Monday, June 7, 2010

Who Needs Jobs Anyway?

If the price of something rises, do people want to buy more, the same, or less of that item?

If the price of something decreases, do people want to buy more, the same, or less of that item?

From daily experience, the answers are clear: at a higher price, people will buy less; at a lower price, people will buy more.

This Law of Supply and Demand is the foundation of economics.

Unfortunately, when it comes to public policy politicians often ignore this basic concept, no more so than in minimum wage laws.

What minimum wage laws do is raise the price of labor (wages) above its market price.
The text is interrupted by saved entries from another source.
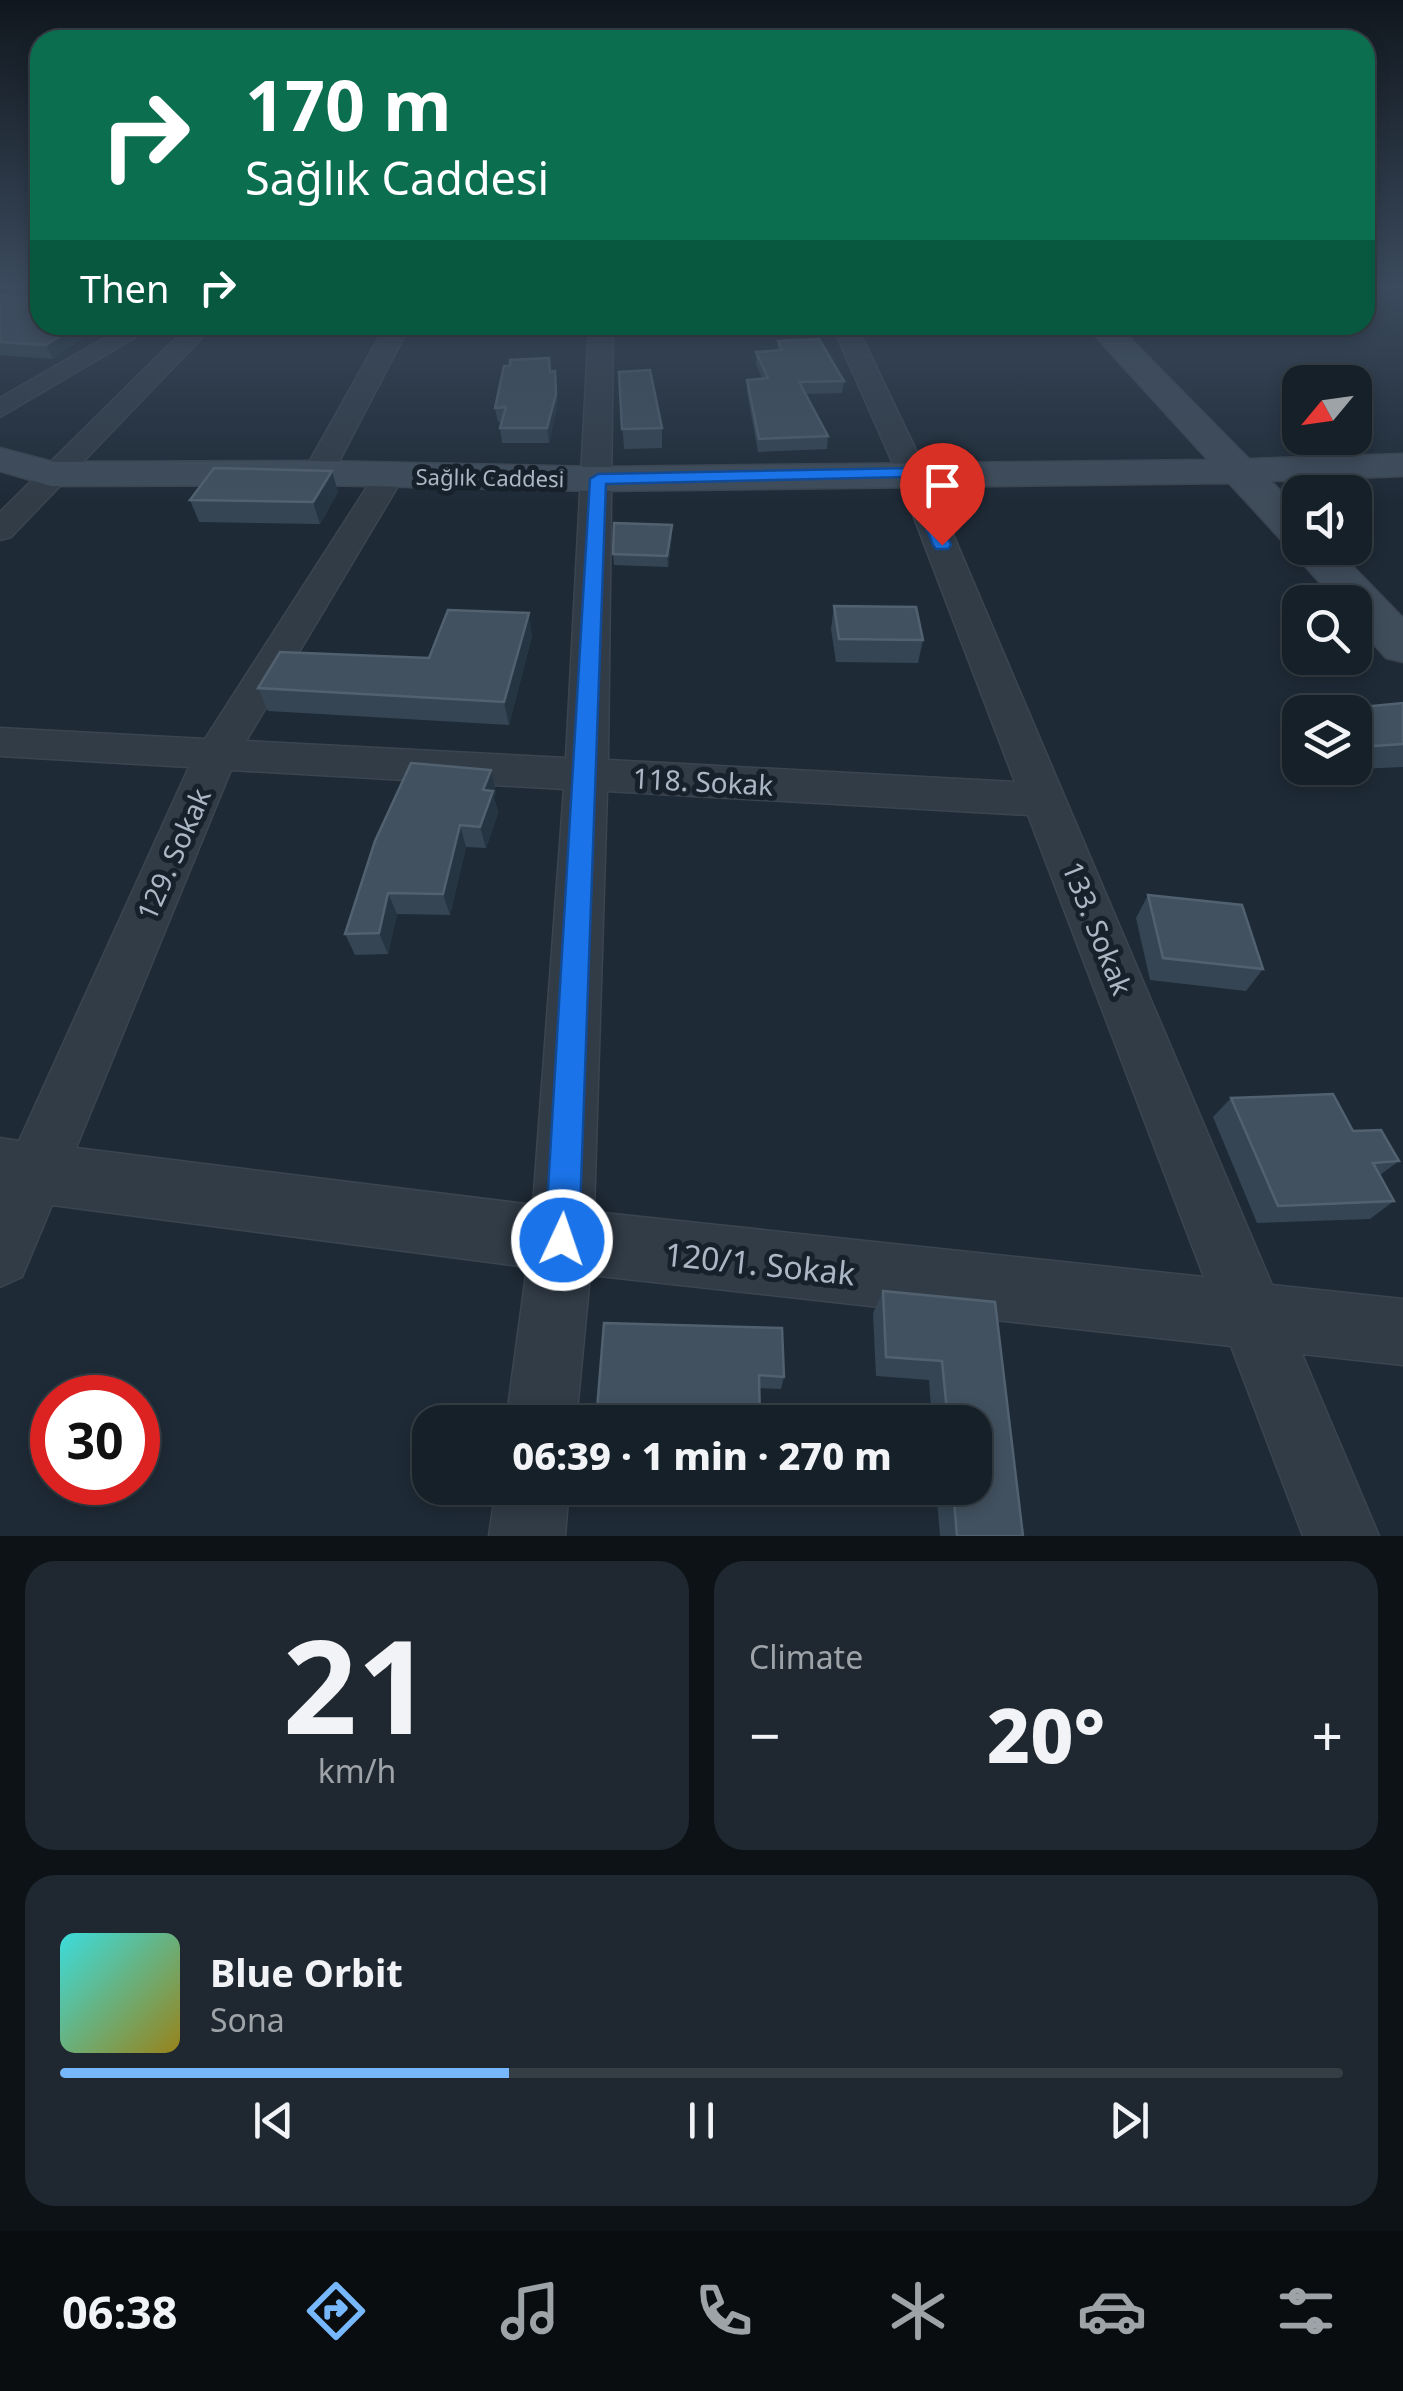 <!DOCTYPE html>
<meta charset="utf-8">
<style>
body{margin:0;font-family:"Noto Sans",sans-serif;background:#1f2830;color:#f1f3f6;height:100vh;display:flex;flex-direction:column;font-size:38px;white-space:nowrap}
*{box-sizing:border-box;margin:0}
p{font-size:32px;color:#9ea3a8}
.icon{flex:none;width:55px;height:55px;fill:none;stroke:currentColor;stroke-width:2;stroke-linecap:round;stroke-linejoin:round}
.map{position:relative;height:1536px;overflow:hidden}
.details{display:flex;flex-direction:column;gap:25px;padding:25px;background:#0c1216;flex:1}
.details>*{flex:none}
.top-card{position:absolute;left:30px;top:30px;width:1345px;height:305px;border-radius:30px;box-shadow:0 5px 15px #0003,0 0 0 2px #353e45;background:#0b6e4f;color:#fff;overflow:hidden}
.needle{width:65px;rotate:241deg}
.buttons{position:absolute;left:1282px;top:365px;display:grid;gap:20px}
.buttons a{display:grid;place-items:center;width:90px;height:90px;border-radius:20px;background:#162028;box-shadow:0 5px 15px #0003,0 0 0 2px #353e45;font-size:50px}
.speed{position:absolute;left:30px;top:1375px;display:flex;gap:20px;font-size:50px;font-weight:700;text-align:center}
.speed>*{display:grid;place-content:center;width:130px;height:130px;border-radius:50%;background:#162028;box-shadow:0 5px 15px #0003,0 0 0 2px #353e45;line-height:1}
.speed .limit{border:15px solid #d22;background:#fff;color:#111}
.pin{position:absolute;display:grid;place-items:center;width:85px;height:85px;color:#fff;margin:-102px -42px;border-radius:50% 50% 50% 0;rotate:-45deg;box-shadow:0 0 10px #0007}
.pin .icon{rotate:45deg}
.me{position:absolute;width:110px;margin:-55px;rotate:3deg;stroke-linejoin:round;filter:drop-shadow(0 0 8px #0008)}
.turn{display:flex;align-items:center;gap:35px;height:210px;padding:0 50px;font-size:45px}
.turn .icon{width:130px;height:130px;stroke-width:2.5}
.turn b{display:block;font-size:70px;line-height:85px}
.then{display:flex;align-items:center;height:95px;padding:0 50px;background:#0003;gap:20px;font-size:38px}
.big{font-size:75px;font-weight:800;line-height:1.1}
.details .card{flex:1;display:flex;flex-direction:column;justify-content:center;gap:15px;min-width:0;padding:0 35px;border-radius:30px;background:#1f2830}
.details .dial{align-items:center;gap:0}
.dial b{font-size:130px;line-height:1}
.song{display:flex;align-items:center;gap:30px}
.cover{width:120px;height:120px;border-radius:15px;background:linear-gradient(135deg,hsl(180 70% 55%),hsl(50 70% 35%))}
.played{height:10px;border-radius:5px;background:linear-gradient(90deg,#77b8fd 35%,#353e45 35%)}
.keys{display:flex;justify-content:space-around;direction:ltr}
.heat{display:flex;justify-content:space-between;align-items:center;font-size:55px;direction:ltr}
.details .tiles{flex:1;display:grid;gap:25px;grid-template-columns:1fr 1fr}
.card:last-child{grid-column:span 2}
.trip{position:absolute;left:412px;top:1405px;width:580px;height:100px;border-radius:30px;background:#162028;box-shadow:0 5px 15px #0003,0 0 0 2px #353e45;font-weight:800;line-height:100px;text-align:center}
.tabs{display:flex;height:160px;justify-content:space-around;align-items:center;background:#090d10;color:#9ea3a8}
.tabs .icon{width:70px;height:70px}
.tabs .on{color:#77b8fd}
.tabs b{font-size:45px;color:#f1f3f6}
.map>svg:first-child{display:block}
</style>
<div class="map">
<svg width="1403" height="1536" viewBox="0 0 1403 1536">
<rect width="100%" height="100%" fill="#1e2a36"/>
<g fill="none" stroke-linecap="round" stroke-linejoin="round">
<defs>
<g id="street">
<polygon points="127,325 156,325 0,417 0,398"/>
<polygon points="189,325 214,325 11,537 0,540 0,512"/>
<polygon points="386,325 410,325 333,473 329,479 307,479 303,473"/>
<path d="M 589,325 L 613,325 L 608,760 L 1015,782 L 897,473 L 832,325 L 856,325 L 927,473 L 1272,1285 L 1403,1299 L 1403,1365 L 1302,1354 L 1379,1536 L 1303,1536 L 1231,1346 L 590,1275 L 576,1422 L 506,1422 L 527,1267 L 52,1205 L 22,1277 L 0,1287 L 0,1138 L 19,1141 L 189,767 L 0,756 L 0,728 L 205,739 L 374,476 L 378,470 L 400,470 L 404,476 L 246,741 L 566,758 ZM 231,770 L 564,789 L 533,1205 L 76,1148 ZM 607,791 L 1028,815 L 1204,1277 L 594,1212 Z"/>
<polygon points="496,1488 569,1488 565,1536 489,1536"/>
</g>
<polygon id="secondary" points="1085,325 1117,325 1249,459 1403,454 1403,476 1271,481 1300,511 1300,548 1335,548 1403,618 1403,662 1386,658 1355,623 1355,602 1337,602 1297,557 1292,546 1285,544 1229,483 598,491 318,485 51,486 0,471 0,448 53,462 318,461 598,467 1208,460"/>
</defs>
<use href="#street" stroke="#3b4550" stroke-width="3"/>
<use href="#secondary" stroke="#3b4550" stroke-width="3"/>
<use href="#street" fill="#313c47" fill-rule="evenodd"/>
<use href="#secondary" fill="#3f4c5a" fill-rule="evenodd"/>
</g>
<g fill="#354553">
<polygon points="21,289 40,289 53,359 0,355 0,295 33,298 37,294 37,291"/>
<polygon points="778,341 844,381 842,393 806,394 828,436 827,449 758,452 747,392 747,380 762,378 756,364 756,352 777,351"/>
<polygon points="551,372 557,386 557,408 549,443 502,443 500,428 501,422 498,422 495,408"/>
<polygon points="619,372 662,428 662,448 624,449"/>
<polygon points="332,471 338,492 320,524 199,522 190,500"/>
<polygon points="672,536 668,567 614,565 613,554"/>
<polygon points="834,606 923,640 918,663 836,662 831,629"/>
<polygon points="532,636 509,725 268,711 258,688 429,658"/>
<polygon points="1403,703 1403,767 1358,769 1355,766 1355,712 1339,712 1342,709"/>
<polygon points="496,792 494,797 498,813 486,848 466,847 450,915 397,914 388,954 355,955 345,934"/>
<polygon points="1148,895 1263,969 1246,991 1150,980 1136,918"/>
<polygon points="1231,1098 1353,1131 1399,1161 1380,1175 1394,1201 1370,1219 1257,1223 1213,1117"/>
<polygon points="883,1291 995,1302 1023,1536 940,1536 936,1488 975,1488 975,1422 932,1422 929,1380 876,1376 873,1313"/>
<polygon points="604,1323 784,1377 781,1389 759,1388"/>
</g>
<g fill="#263542">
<polygon points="76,325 103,325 53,359 46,345"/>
<polygon points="555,371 557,408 549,443 547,428"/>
<polygon points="332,471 338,492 320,524 313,502"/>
<polygon points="672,525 672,536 668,567 667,556"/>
<polygon points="529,613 532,636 509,725 504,702"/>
<polygon points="491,770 496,792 494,797 498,813 486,848 480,827 483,790"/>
<polygon points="460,825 466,847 450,915 443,894"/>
<polygon points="388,893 397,914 388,954 379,933"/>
</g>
<g fill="#42515f" stroke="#52616f" stroke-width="2.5">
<polygon points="37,289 40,289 40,325 76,325 46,345 0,342 0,295 33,298 37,294"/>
<polygon points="819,339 844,381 799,382 828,436 759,439 747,380 768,378 756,352 782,350 778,341"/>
<polygon points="549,358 550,372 555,371 556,394 547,428 500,428 506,407 495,408 504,366 510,366 510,360"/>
<polygon points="650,370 662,428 622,429 619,372"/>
<polygon points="214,468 332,471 313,502 190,500"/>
<polygon points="614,523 672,525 667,556 613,554"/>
<polygon points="834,606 916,607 923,640 839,639"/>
<polygon points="448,610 529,613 504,702 258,688 280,652 429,658"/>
<polygon points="1403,703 1403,744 1374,746 1355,724 1355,712 1345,712 1342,709"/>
<polygon points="411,763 491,770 483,790 493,791 480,827 460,825 443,894 388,893 379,933 345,934 375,841"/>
<polygon points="1148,895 1242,905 1263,969 1163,958"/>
<polygon points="1333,1094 1353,1131 1381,1130 1399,1161 1373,1163 1394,1201 1278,1206 1231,1098"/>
<polygon points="883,1291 995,1302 1023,1536 957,1536 953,1488 975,1488 975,1422 948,1422 942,1361 886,1357"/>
<polygon points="604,1323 782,1328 784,1377 759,1375 760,1422 596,1422"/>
</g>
<linearGradient id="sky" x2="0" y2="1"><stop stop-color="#10171e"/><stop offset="0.57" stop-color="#3b4a5d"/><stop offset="1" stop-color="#3b4a5d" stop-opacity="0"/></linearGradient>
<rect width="1403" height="504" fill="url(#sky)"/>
<polygon fill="#1a73e8" stroke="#114b97" stroke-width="2.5" points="912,468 920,472 951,545 948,549 936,549 933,545 906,477 606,484 579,1240 574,1252 562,1257 550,1252 545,1240 590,479 598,474"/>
<g text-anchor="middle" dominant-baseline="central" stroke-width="10" stroke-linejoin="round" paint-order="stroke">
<g font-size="22" fill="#abb7c4" stroke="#17212b">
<text transform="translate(490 477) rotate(1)">Sağlık Caddesi</text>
</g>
<g font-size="28" fill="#abb7c4" stroke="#17212b">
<text transform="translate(703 781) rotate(3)">118. Sokak</text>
<text transform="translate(173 854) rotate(-66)">129. Sokak</text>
<text transform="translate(1098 928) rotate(68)">133. Sokak</text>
</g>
<g font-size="32" fill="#abb7c4" stroke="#17212b">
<text transform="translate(760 1263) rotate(6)">120/1. Sokak</text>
</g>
</g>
</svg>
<div class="buttons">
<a><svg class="needle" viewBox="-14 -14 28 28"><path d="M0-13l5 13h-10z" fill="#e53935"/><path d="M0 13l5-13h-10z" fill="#9ea3a8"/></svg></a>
<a><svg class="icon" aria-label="sound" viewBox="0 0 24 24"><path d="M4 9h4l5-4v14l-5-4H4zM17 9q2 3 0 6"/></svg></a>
<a><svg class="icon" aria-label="search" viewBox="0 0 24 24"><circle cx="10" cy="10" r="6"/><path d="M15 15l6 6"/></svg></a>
<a><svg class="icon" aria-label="layers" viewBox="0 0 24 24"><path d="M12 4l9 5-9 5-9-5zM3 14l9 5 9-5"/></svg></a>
</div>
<div class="speed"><div class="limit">30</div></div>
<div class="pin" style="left:942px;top:545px;background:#d93025"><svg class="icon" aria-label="arrive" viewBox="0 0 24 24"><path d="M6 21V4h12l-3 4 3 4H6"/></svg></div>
<svg class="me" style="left:562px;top:1240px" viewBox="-20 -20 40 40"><circle r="17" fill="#1a73e8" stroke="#fff" stroke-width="3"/><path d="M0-11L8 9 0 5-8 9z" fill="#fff"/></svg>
<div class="trip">06:39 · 1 min · 270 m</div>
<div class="top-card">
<div class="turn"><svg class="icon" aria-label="right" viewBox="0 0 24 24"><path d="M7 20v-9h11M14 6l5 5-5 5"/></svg><div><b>170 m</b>Sağlık Caddesi</div></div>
<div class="then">Then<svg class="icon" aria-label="right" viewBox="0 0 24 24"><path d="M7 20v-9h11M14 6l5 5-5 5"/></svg></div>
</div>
</div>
<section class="details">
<div class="tiles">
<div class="card dial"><b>21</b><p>km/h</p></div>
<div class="card"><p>Climate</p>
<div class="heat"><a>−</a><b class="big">20°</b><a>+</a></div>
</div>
<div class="card">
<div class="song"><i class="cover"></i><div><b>Blue Orbit</b><p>Sona</p></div></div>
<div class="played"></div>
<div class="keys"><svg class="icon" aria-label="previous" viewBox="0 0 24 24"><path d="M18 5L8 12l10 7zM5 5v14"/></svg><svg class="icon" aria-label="pause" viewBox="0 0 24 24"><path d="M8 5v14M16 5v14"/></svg><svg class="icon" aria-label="next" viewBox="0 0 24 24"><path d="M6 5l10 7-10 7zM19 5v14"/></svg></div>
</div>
</div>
</section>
<nav class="tabs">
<b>06:38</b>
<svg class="icon on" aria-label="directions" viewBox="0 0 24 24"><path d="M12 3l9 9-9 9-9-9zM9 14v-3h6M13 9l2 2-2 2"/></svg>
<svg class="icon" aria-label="music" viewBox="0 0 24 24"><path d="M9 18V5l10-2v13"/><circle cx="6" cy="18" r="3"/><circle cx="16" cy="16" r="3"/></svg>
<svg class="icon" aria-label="phone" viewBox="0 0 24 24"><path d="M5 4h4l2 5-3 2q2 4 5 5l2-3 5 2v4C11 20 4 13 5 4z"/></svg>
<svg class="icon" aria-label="climate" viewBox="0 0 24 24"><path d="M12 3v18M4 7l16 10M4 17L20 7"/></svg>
<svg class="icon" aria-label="car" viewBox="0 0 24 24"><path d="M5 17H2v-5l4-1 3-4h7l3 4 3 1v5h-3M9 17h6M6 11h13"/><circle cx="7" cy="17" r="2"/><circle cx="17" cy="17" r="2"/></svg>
<svg class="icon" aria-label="filters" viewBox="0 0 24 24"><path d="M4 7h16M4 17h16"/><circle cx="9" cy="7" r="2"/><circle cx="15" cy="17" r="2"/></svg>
</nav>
When that happens, it is clear that employers will buy less labor (employ fewer workers). If you think that answer is wrong, go back to the questions I asked above and decide why people would buy more of something that has a higher price.

Unfortunately, the impact of minimum wage laws on raising unemployment is not a theoretical problem. A recent case in point is the experience of Samoa, which as a U.S. territory was on the receiving end of Congress' ongoing payoff to unions. Congress raised Samoa's minimum wage, and in response employers such as Sunkist laid off workers and move production to other locations.

And now that Samoa has skyrocketing unemployment, Congress wants to spend $18 million to ameliorate the unemployment problem it created with the minimum wage law.

Not only is this a further example that government intervention in the economy usually begets further interventions to address the adverse consequences of a previous intervention, but it shows the terrible real life consequences of ignoring basic economics. And it shows the disastrous impact of minimum wage laws, which act to increase unemployment.